## Work to complete
Lift out all lines below that contain "Bremen".

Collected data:
[Start of section]

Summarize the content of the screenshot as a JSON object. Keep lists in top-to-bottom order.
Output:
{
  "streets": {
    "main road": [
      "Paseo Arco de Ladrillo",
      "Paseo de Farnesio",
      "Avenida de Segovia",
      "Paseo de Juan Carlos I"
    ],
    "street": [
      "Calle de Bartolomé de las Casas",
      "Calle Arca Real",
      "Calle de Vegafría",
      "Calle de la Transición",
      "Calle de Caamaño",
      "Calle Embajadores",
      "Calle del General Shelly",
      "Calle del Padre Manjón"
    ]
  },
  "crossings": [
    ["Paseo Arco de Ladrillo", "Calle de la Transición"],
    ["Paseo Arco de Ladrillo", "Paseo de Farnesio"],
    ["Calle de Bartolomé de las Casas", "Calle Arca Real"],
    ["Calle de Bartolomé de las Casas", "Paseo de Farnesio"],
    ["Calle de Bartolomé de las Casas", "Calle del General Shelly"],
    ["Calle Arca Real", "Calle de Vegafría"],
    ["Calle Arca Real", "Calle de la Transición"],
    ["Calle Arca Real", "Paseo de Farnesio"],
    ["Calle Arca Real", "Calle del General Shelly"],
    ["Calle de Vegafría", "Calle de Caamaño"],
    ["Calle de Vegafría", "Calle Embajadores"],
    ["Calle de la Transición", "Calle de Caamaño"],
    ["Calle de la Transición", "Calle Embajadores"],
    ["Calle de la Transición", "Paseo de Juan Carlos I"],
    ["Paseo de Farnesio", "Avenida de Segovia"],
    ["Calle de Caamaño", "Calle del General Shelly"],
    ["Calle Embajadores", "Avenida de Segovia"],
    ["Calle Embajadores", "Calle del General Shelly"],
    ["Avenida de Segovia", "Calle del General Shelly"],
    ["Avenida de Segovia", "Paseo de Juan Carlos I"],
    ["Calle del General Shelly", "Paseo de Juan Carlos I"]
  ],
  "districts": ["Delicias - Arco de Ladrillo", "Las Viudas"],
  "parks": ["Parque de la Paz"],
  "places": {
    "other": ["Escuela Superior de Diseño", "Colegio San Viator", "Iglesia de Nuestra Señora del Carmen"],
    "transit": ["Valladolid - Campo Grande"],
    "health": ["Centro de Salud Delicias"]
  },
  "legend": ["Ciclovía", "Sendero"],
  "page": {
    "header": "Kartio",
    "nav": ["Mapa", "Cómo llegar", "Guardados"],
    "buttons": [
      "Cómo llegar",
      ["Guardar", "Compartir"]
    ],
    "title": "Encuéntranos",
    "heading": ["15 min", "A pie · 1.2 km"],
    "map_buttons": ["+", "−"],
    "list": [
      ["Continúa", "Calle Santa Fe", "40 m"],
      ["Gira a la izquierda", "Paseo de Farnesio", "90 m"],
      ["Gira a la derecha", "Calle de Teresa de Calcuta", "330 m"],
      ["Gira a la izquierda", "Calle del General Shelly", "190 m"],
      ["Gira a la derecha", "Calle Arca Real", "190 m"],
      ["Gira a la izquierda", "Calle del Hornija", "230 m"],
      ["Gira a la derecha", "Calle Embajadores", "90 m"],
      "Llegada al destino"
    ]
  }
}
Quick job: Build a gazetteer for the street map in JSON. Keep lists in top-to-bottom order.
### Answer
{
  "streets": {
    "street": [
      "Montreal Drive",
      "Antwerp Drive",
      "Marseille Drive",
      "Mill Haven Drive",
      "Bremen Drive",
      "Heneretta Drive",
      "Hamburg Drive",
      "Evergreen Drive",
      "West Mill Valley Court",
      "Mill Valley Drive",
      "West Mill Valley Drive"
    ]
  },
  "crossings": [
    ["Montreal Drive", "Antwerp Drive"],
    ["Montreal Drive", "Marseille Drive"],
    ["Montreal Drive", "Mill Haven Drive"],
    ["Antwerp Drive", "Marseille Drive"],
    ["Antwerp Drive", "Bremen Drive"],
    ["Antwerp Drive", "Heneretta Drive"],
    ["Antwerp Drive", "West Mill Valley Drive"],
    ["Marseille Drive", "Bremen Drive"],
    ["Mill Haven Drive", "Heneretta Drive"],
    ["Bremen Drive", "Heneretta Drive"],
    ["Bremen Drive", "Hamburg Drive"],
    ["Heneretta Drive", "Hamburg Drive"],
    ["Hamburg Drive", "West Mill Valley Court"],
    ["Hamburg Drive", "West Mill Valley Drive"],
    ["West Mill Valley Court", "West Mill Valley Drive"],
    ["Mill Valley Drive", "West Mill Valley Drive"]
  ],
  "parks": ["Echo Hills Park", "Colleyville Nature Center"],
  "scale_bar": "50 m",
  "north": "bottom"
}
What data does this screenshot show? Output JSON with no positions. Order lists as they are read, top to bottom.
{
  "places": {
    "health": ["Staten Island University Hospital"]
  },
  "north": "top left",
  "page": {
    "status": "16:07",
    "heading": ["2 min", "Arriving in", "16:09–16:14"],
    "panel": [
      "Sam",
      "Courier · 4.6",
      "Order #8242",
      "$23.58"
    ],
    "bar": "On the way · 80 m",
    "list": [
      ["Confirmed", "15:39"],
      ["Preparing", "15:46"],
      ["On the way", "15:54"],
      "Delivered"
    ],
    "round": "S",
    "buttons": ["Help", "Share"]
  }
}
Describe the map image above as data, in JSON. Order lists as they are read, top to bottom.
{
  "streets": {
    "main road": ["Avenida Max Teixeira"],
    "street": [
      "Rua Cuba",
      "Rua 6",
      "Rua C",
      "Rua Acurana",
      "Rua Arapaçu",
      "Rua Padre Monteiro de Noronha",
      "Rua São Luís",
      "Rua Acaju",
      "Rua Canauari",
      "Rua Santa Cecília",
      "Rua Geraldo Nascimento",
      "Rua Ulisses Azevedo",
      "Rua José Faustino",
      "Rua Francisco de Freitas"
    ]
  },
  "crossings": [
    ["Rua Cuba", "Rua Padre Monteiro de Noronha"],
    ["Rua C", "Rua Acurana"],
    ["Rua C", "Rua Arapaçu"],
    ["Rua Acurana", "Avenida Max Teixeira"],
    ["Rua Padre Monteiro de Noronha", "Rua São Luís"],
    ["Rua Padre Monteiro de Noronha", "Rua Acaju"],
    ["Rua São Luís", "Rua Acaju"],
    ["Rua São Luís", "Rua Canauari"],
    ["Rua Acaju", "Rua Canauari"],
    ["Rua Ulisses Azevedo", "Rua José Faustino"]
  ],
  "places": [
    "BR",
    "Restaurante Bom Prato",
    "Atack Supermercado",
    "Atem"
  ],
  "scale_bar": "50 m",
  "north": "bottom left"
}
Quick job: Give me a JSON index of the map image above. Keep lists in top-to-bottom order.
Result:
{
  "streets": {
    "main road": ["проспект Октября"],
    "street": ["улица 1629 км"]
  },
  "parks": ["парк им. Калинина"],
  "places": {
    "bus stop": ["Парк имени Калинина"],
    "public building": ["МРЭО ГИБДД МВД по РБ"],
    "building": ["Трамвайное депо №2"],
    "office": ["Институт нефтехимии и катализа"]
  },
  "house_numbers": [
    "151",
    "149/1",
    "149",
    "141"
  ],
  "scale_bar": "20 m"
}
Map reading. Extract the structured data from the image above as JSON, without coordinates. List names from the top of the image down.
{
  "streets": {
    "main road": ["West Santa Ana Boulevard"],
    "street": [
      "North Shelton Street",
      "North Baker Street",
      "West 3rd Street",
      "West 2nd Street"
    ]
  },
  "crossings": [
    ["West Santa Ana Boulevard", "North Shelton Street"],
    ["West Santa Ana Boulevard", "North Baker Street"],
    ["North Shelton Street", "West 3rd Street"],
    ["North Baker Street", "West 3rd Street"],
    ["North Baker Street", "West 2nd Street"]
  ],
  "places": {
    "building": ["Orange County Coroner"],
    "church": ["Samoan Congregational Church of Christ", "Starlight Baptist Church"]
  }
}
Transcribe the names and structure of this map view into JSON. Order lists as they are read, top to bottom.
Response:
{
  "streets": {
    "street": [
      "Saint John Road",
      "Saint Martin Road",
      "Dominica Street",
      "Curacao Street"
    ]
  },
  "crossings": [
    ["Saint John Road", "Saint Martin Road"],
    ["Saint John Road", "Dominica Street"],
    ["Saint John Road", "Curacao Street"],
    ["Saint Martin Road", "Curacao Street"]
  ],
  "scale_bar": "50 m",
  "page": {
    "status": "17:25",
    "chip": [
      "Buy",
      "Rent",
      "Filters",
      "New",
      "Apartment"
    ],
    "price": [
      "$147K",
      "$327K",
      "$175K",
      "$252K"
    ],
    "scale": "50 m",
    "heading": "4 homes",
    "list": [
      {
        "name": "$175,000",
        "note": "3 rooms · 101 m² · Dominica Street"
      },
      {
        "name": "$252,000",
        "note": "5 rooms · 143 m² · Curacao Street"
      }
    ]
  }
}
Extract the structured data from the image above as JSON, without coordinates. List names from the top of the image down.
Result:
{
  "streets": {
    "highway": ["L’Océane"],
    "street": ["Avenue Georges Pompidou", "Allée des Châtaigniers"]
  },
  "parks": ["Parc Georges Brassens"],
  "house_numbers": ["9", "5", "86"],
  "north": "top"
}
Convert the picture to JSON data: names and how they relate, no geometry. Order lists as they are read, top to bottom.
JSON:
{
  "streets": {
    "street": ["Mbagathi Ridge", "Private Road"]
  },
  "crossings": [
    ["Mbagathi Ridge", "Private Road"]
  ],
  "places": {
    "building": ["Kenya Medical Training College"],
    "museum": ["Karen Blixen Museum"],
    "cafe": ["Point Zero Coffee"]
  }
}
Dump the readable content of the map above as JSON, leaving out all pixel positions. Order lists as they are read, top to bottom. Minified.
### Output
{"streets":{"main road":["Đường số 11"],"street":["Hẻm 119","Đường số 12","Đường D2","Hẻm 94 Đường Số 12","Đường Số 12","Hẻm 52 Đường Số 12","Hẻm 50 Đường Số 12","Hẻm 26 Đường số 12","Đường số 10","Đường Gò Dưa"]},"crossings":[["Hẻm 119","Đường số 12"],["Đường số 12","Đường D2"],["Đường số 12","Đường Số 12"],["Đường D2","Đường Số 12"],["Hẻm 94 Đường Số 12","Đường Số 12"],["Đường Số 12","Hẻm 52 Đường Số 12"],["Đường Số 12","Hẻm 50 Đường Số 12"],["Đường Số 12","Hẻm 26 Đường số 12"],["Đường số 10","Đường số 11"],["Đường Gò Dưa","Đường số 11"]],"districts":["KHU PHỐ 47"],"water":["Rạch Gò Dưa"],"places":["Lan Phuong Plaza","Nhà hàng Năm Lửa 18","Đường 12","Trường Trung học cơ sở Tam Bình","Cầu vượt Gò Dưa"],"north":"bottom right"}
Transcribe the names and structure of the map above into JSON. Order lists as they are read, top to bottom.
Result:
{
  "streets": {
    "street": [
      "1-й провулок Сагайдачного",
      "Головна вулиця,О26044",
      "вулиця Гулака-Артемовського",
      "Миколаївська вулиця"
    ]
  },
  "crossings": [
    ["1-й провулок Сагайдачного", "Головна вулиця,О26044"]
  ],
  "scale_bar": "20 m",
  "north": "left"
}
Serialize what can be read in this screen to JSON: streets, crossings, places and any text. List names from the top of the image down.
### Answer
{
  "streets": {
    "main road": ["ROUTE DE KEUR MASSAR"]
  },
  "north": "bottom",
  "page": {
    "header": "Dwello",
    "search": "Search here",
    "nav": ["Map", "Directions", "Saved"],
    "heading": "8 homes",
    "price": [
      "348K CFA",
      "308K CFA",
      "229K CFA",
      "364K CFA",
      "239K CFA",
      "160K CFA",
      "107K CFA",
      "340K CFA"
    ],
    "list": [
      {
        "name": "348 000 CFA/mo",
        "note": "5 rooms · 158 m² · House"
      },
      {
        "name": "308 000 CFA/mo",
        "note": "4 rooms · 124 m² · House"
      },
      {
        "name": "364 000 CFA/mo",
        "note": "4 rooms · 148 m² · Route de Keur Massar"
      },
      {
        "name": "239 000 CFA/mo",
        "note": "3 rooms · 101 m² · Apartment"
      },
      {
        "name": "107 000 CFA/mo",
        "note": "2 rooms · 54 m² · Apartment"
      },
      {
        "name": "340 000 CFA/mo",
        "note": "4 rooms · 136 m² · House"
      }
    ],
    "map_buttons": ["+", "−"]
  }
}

[End of section]

## Answer to the problem
      "Bremen Drive",
    ["Antwerp Drive", "Bremen Drive"],
    ["Marseille Drive", "Bremen Drive"],
    ["Bremen Drive", "Heneretta Drive"],
    ["Bremen Drive", "Hamburg Drive"],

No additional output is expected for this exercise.